Je sens la colère gagner ses membres, sa mâchoire se crisper. J'ouvre la bouche afin de lui répondre mais Lucas continue sur sa lancée.

— Je me suis effacé devant ce que tu venais de vivre, afin de t'apporter mon soutien, pour que tu ailles mieux, pour que tu reprennes confiance en toi, pour que tu panses tes blessures aussi bien morales que physiques.

Penaud, je baisse la tête en sachant que tout ce qu'il énonce est vrai. Lucas l'a fait pour moi, parce qu'il tient à moi.

— Je le sais bien Lucas. Je ne te remercierais jamais assez de tout ce que tu fais pour moi. Tu sais l'importance que ton soutien à pour moi, il m'est indispensable. J'ai besoin de ton amour et de te savoir heureux.

Je sais que j'ai abusé de sa gentillesse, de son dévouement et surtout de son amour indéfectible.

— Je suis content de te l'entendre dire.
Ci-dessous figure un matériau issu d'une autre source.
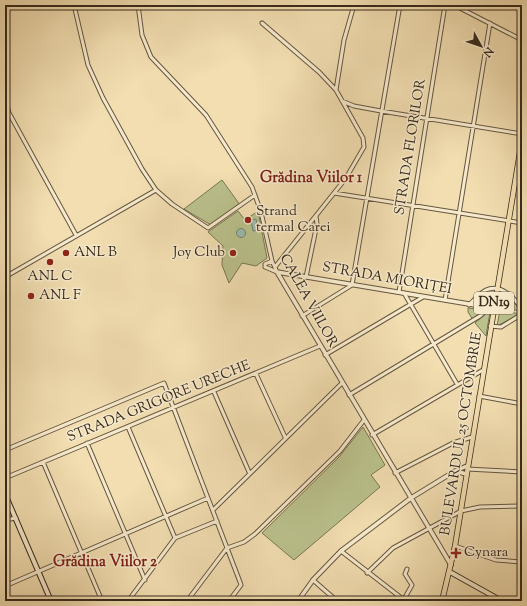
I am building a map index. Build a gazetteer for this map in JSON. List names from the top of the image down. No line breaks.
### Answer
{"streets":{"main road":["DN19","BULEVARDUL 25 OCTOMBRIE"],"street":["STRADA FLORILOR","STRADA MIORIȚEI","CALEA VIILOR","STRADA GRIGORE URECHE"]},"crossings":[["STRADA FLORILOR","STRADA MIORIȚEI"],["STRADA MIORIȚEI","CALEA VIILOR"],["STRADA MIORIȚEI","BULEVARDUL 25 OCTOMBRIE"],["CALEA VIILOR","DN19"],["CALEA VIILOR","STRADA GRIGORE URECHE"],["CALEA VIILOR","BULEVARDUL 25 OCTOMBRIE"],["DN19","BULEVARDUL 25 OCTOMBRIE"]],"districts":["Grădina Viilor 1","Grădina Viilor 2"],"places":{"other":["Strand termal Carei","ANL B","Joy Club","ANL C","ANL F"],"health":["Cynara"]},"north":"bottom right"}
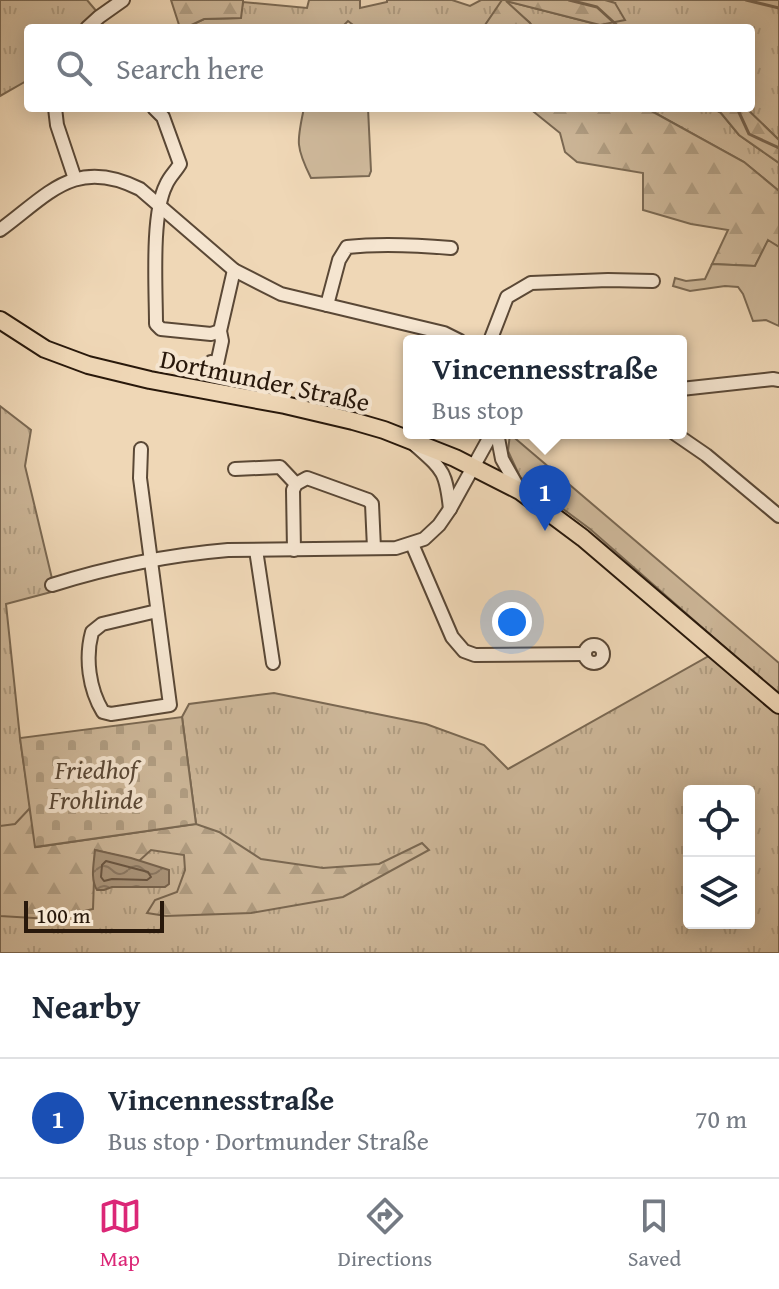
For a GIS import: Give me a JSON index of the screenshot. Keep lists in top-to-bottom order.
{
  "streets": {
    "main road": ["Dortmunder Straße"]
  },
  "parks": ["Friedhof Frohlinde"],
  "scale_bar": "100 m",
  "page": {
    "search": "Search here",
    "popup": ["Vincennesstraße", "Bus stop"],
    "pins": "1",
    "scale": "100 m",
    "heading": "Nearby",
    "list": [
      {
        "mark": "1",
        "name": "Vincennesstraße",
        "note": "Bus stop · Dortmunder Straße",
        "value": "70 m"
      }
    ],
    "nav": ["Map", "Directions", "Saved"]
  }
}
Et je ne regrette pas une seconde de faire tout cela pour toi, loin de là. Mais je ne veux pas être que ça à tes yeux, ajoute-t-il tristement.
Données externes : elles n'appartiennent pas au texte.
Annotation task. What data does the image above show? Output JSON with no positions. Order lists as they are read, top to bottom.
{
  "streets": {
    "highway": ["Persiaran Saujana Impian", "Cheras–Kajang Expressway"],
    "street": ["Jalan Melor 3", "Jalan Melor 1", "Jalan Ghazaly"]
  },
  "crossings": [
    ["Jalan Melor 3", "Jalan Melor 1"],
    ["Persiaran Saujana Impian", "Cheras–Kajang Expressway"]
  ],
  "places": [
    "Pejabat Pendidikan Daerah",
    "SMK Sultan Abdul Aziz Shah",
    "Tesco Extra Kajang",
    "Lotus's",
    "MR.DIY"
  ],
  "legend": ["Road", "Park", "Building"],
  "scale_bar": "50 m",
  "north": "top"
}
Je m'approche un peu plus de lui. J'ai besoin de sentir son magnétisme, mais il a surtout besoin de moi. Lucas a besoin que je le rassure, à besoin de voir tout le respect que j'ai pour lui et surtout il a besoin que je lui prouve à quel point je l'aime et à quel point il est mon égal. Mes doigts se posent en coupe sous son menton.

— Amour, regarde-moi. Je suis vraiment désolé si mon attitude et mon sale caractère te font douter et penser que tu n'es là que pour mon bien-être.

— En fait, j'ai été trop laxiste avec toi et à cause de ça, tu penses que tout t'es dû et que tout le monde doit être à tes pieds. Mais tu ne peux pas continuer à traiter les gens de la sorte, et moi encore moins.

Je ne pensais pas que j'étais exécrable à ce point.

— Le souci, c'est que je prends conscience de mes conneries seulement après que je les ai faites. Parce que sur le coup, je me laisse emporter par mon impulsivité et je ne me rends pas compte que je te blesse malgré moi.

La spontanéité dont je fais preuve est tout autant une qualité qu'un défaut en l'occurrence.

— Je le sais mon ange. C'est pour ça que je suis intervenu tout à l'heure, et que je t'ai contredit, parce que tu avais tort. Et dorénavant, si tu fais fausse route, compte sur moi pour te le dire.

— Je dois reconnaître que ça m'a mis en colère que tu prennes sa défense et non la mienne, même si tu as eu raison de le faire. Tu as cette lucidité et cette sagesse que je n'ai pas. Je vais faire de mon mieux pour ne pas te décevoir et surtout pour ne plus te blesser.

— Je suis sûr que tu y arriveras Milo, sinon c'est à coups de pied au cul, que je vais te le faire comprendre, ricane-t-il pour détendre l'atmosphère.

Ma main glisse sur sa joue râpeuse déclenchant toute une série de picotements dans mon corps. Ce simple contact m'électrise. Pourtant je m'interdis de glisser cette main vers sa nuque. Je m'interdis de céder à l'appel de son odeur. Je me l'interdis, car ce n'est pas comme ça que je veux lui témoigner mon amour.

— Tu sais à quel point je t'aime Amour et qu'il n'y a que ton bonheur qui compte pour moi, et...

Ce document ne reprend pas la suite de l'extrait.